The pandemic has benefited Pfizer’s business and its reputation. In 2021, it brought in $81.3 billion in sales, and recorded profit of $22 billion, bolstered in part by the sale of its coronavirus vaccine—the first of the shots to be approved for use in the US. That scientific and business success has overhauled the company’s reputation, from the biggest and baddest of big pharma to the company that helped save millions of lives during the pandemic.

Since 2000, life expectancy in lower-income countries has grown by about 10 years, partly because of a focus on treating infectious diseases, according to a draft report by the World Health Organization. But the numbers still badly trail high-income countries, where the average person can expect to live to over 80, compared with less than 65 years old in those poorer regions.

The rise in life expectancy in lower-income areas has exposed other issues with local health systems. For example, people in poor countries often aren’t diagnosed with cancer until they’re far into the disease.
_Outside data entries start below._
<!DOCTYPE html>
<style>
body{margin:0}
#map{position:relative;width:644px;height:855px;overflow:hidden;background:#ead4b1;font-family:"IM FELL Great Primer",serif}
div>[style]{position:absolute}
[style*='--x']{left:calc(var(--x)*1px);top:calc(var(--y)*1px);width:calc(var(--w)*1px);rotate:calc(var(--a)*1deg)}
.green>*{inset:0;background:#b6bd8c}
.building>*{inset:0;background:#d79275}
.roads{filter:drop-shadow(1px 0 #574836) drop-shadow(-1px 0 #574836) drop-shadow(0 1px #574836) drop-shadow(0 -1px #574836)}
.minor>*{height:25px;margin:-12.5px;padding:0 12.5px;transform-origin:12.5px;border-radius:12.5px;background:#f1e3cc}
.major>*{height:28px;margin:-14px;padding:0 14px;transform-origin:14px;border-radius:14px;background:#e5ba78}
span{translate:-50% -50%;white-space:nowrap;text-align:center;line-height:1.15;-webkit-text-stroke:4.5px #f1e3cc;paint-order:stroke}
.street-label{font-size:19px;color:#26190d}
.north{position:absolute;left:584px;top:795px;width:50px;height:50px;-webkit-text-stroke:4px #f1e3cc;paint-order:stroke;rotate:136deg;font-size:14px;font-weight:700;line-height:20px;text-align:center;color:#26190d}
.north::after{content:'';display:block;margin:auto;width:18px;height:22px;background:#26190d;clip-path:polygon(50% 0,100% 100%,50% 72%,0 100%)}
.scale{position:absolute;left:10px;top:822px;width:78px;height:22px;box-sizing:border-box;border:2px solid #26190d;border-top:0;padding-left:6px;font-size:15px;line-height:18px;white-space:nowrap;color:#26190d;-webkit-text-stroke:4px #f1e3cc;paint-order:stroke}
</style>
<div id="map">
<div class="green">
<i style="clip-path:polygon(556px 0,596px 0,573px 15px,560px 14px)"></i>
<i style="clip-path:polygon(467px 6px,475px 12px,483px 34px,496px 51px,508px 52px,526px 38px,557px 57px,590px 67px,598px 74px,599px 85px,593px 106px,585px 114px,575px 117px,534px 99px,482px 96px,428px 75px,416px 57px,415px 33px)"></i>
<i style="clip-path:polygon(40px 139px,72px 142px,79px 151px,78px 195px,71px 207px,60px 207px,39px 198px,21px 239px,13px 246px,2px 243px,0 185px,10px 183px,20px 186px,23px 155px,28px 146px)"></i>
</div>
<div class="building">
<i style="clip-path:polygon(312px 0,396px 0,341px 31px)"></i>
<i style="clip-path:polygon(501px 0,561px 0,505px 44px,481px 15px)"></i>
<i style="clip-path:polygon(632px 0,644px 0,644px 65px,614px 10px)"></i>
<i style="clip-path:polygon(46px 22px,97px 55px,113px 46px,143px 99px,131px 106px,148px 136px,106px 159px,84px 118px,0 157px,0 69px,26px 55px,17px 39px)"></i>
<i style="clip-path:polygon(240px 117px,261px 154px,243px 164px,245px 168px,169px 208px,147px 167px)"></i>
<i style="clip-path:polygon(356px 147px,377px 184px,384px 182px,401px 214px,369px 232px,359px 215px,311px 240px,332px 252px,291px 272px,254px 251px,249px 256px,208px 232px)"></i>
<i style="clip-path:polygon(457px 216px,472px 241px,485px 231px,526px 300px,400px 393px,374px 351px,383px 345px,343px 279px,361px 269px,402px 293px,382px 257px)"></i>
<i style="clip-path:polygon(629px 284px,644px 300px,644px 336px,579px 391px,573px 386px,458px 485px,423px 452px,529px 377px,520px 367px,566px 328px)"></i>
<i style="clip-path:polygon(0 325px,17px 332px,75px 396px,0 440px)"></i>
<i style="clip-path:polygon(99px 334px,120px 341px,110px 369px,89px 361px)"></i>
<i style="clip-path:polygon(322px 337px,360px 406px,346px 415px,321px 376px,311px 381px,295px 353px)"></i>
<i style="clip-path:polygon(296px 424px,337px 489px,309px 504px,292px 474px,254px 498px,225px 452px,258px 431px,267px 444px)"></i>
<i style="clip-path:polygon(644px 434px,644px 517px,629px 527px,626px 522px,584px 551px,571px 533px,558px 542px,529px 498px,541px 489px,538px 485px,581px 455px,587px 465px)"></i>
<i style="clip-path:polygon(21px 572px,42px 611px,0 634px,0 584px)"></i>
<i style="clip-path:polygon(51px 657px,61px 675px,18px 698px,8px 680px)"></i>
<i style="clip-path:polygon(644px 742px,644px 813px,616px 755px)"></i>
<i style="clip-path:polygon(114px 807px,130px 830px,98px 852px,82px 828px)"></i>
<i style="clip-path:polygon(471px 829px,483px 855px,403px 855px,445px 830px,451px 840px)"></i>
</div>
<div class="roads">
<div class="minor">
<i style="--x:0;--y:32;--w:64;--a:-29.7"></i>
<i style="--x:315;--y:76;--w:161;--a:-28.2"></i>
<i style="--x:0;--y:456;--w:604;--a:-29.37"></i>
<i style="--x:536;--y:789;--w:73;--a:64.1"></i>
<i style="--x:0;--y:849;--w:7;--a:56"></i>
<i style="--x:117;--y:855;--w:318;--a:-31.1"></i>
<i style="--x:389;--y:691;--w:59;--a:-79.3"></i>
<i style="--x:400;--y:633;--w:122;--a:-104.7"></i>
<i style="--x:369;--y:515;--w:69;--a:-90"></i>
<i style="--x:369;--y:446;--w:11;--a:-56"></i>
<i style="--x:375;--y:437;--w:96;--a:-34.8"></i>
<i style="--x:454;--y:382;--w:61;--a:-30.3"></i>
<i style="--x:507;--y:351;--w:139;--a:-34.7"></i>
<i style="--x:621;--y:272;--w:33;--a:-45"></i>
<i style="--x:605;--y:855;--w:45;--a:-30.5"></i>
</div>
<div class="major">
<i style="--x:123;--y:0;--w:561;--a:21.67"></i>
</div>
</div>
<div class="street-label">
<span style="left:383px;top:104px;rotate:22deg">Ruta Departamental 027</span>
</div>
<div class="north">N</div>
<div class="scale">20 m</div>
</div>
Most cancers in low- and lower-middle income countries are found at stage 3 or stage 4, when the chances of survival are lower, particularly without access to newer drugs, according to Adams, of the Union for International Cancer Control.

“Seventy percent of deaths of cancer currently occur in low- and lower-middle income countries, because they don’t have the capacity to treat cancers when they’re presented,” Adams said. “It’s complicated for cancer medicines to get into those countries. It’s not a simple problem that can be simply solved.”

Pfizer plans to work with the Bill & Melinda Gates Foundation and other large international health groups to improve access to diagnosis and doctors in those places, particularly on more advanced diagnostic techniques to identify subtypes of cancer that can be targeted by newer therapies.

The Covid-19 pandemic provided important lessons on that front, Bourla said. While millions of doses of the company’s vaccine have been distributed to lower-income places, many have gone unused, because of a lack of health-care infrastructure or distrust.

“It’s one thing to have available the breast cancer medicine, and it’s another thing to make sure that the women will go get a mammogram,” Bourla said. “But something like that, we need partners. We need partners like the WHO, like Unicef, the Gates Foundation. They have people on the ground.”